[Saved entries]
──────

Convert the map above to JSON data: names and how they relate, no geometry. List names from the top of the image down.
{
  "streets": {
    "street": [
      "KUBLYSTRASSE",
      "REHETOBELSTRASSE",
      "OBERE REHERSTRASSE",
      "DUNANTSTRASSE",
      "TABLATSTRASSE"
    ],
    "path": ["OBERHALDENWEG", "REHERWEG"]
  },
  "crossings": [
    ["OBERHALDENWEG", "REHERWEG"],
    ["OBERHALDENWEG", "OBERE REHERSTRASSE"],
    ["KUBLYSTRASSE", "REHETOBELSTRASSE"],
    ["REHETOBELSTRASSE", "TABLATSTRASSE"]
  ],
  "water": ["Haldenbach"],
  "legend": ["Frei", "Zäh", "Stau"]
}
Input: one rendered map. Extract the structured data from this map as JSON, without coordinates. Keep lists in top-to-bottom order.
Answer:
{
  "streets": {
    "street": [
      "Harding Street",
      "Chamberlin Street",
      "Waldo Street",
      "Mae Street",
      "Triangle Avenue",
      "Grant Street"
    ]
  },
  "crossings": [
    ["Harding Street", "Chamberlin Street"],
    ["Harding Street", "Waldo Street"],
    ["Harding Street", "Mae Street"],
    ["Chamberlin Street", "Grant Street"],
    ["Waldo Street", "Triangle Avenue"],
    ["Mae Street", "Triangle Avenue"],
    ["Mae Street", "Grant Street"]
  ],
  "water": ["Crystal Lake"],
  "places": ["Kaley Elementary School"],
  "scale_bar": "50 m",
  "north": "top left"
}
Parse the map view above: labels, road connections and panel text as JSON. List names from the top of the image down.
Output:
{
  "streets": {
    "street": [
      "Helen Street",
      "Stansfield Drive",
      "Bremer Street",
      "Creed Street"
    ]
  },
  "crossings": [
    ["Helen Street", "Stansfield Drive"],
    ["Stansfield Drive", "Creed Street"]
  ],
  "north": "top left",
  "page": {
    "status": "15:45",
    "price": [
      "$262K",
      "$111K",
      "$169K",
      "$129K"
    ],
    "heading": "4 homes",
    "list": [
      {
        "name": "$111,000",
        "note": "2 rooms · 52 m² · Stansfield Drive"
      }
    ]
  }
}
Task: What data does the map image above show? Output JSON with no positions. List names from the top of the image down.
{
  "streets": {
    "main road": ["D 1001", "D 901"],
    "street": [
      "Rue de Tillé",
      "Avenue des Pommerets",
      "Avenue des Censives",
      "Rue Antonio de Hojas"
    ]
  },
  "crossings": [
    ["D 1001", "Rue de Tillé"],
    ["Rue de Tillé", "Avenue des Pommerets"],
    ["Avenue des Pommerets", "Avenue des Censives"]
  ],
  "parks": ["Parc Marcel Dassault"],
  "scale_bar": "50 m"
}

──────

TASK ITEM:
Repeat each record exactly. Omit nothing.

RESPONSE BELOW:
Convert the map above to JSON data: names and how they relate, no geometry. List names from the top of the image down.
{
  "streets": {
    "street": [
      "KUBLYSTRASSE",
      "REHETOBELSTRASSE",
      "OBERE REHERSTRASSE",
      "DUNANTSTRASSE",
      "TABLATSTRASSE"
    ],
    "path": ["OBERHALDENWEG", "REHERWEG"]
  },
  "crossings": [
    ["OBERHALDENWEG", "REHERWEG"],
    ["OBERHALDENWEG", "OBERE REHERSTRASSE"],
    ["KUBLYSTRASSE", "REHETOBELSTRASSE"],
    ["REHETOBELSTRASSE", "TABLATSTRASSE"]
  ],
  "water": ["Haldenbach"],
  "legend": ["Frei", "Zäh", "Stau"]
}
Input: one rendered map. Extract the structured data from this map as JSON, without coordinates. Keep lists in top-to-bottom order.
Answer:
{
  "streets": {
    "street": [
      "Harding Street",
      "Chamberlin Street",
      "Waldo Street",
      "Mae Street",
      "Triangle Avenue",
      "Grant Street"
    ]
  },
  "crossings": [
    ["Harding Street", "Chamberlin Street"],
    ["Harding Street", "Waldo Street"],
    ["Harding Street", "Mae Street"],
    ["Chamberlin Street", "Grant Street"],
    ["Waldo Street", "Triangle Avenue"],
    ["Mae Street", "Triangle Avenue"],
    ["Mae Street", "Grant Street"]
  ],
  "water": ["Crystal Lake"],
  "places": ["Kaley Elementary School"],
  "scale_bar": "50 m",
  "north": "top left"
}
Parse the map view above: labels, road connections and panel text as JSON. List names from the top of the image down.
Output:
{
  "streets": {
    "street": [
      "Helen Street",
      "Stansfield Drive",
      "Bremer Street",
      "Creed Street"
    ]
  },
  "crossings": [
    ["Helen Street", "Stansfield Drive"],
    ["Stansfield Drive", "Creed Street"]
  ],
  "north": "top left",
  "page": {
    "status": "15:45",
    "price": [
      "$262K",
      "$111K",
      "$169K",
      "$129K"
    ],
    "heading": "4 homes",
    "list": [
      {
        "name": "$111,000",
        "note": "2 rooms · 52 m² · Stansfield Drive"
      }
    ]
  }
}
Task: What data does the map image above show? Output JSON with no positions. List names from the top of the image down.
{
  "streets": {
    "main road": ["D 1001", "D 901"],
    "street": [
      "Rue de Tillé",
      "Avenue des Pommerets",
      "Avenue des Censives",
      "Rue Antonio de Hojas"
    ]
  },
  "crossings": [
    ["D 1001", "Rue de Tillé"],
    ["Rue de Tillé", "Avenue des Pommerets"],
    ["Avenue des Pommerets", "Avenue des Censives"]
  ],
  "parks": ["Parc Marcel Dassault"],
  "scale_bar": "50 m"
}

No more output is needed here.